[Saved entries]
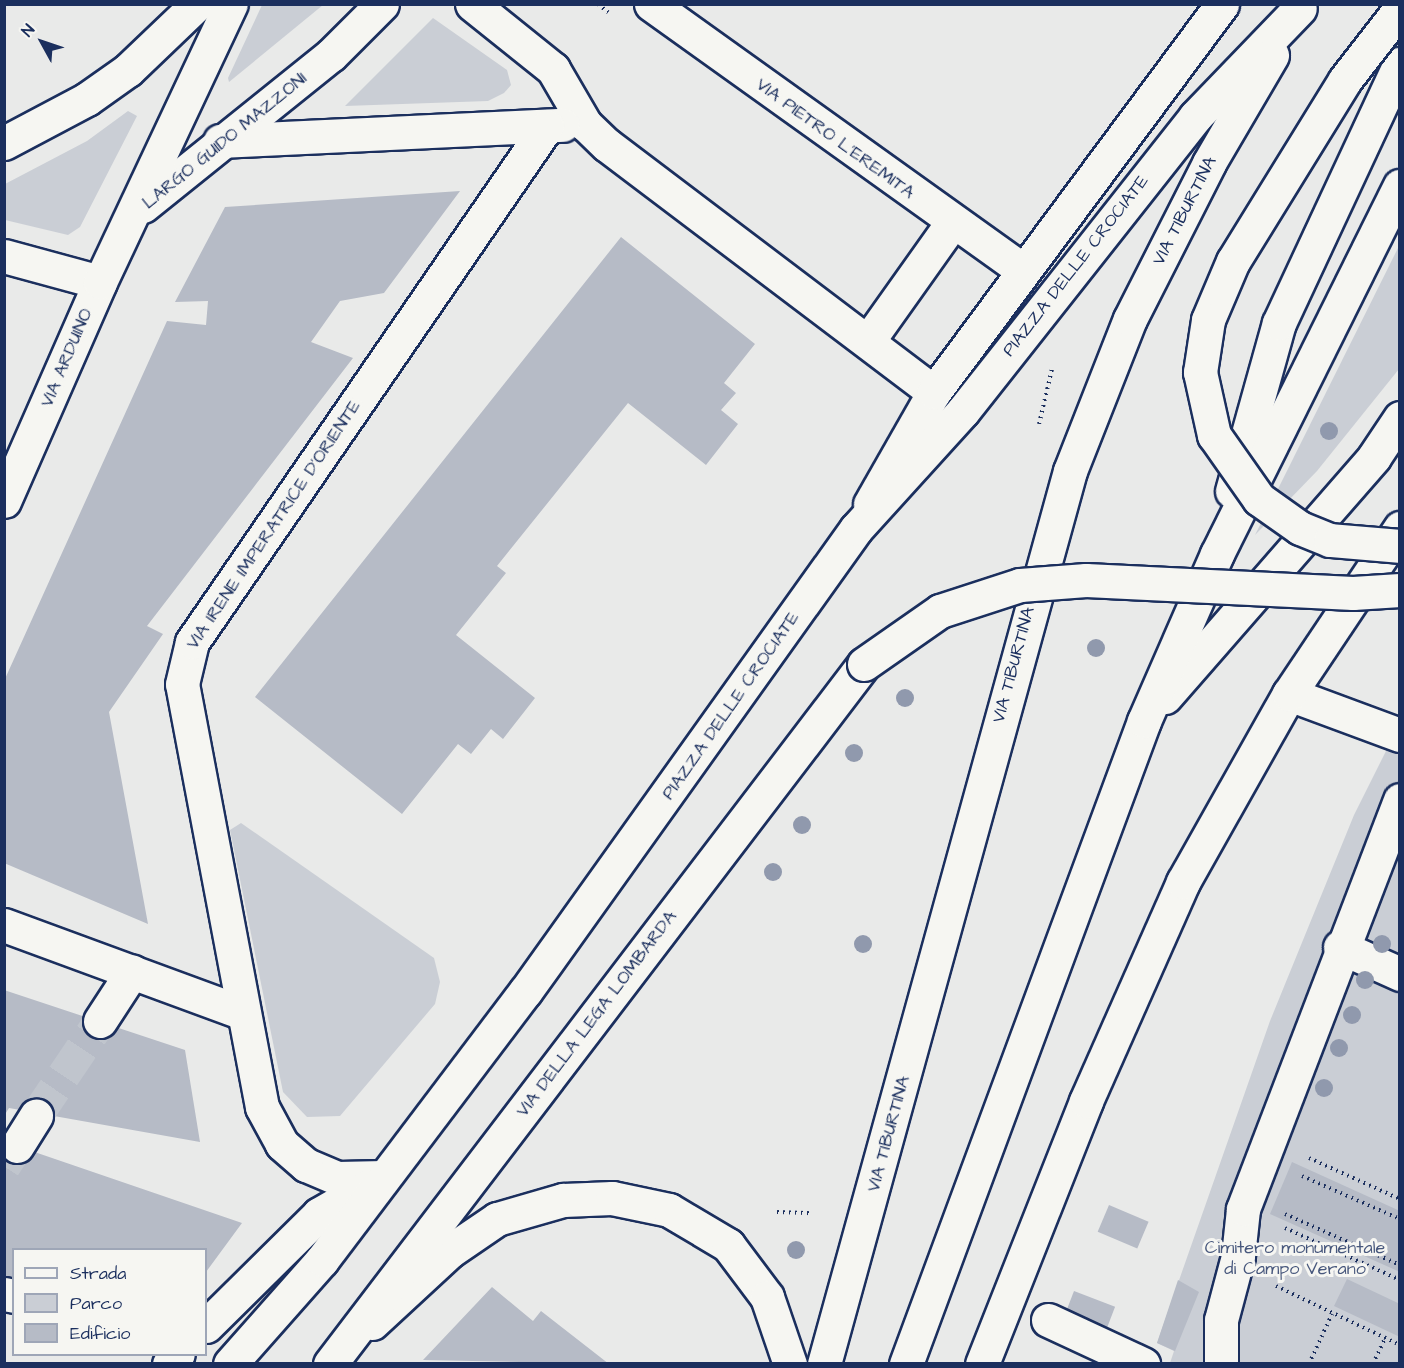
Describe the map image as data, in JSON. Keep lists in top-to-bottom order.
{
  "streets": {
    "main road": [
      "VIA PIETRO L'EREMITA",
      "LARGO GUIDO MAZZONI",
      "VIA TIBURTINA",
      "PIAZZA DELLE CROCIATE",
      "VIA ARDUINO",
      "VIA IRENE IMPERATRICE D'ORIENTE",
      "VIA DELLA LEGA LOMBARDA"
    ]
  },
  "crossings": [
    ["VIA PIETRO L'EREMITA", "PIAZZA DELLE CROCIATE"],
    ["LARGO GUIDO MAZZONI", "VIA ARDUINO"],
    ["VIA TIBURTINA", "PIAZZA DELLE CROCIATE"],
    ["PIAZZA DELLE CROCIATE", "VIA IRENE IMPERATRICE D'ORIENTE"]
  ],
  "parks": ["Cimitero monumentale di Campo Verano"],
  "legend": ["Strada", "Parco", "Edificio"],
  "north": "top left"
}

### [Task directions]
Check each line of the records for the word "TIBURTINA", and show the lines that contain it.

### [Worked solution]
      "VIA TIBURTINA",
    ["VIA TIBURTINA", "PIAZZA DELLE CROCIATE"],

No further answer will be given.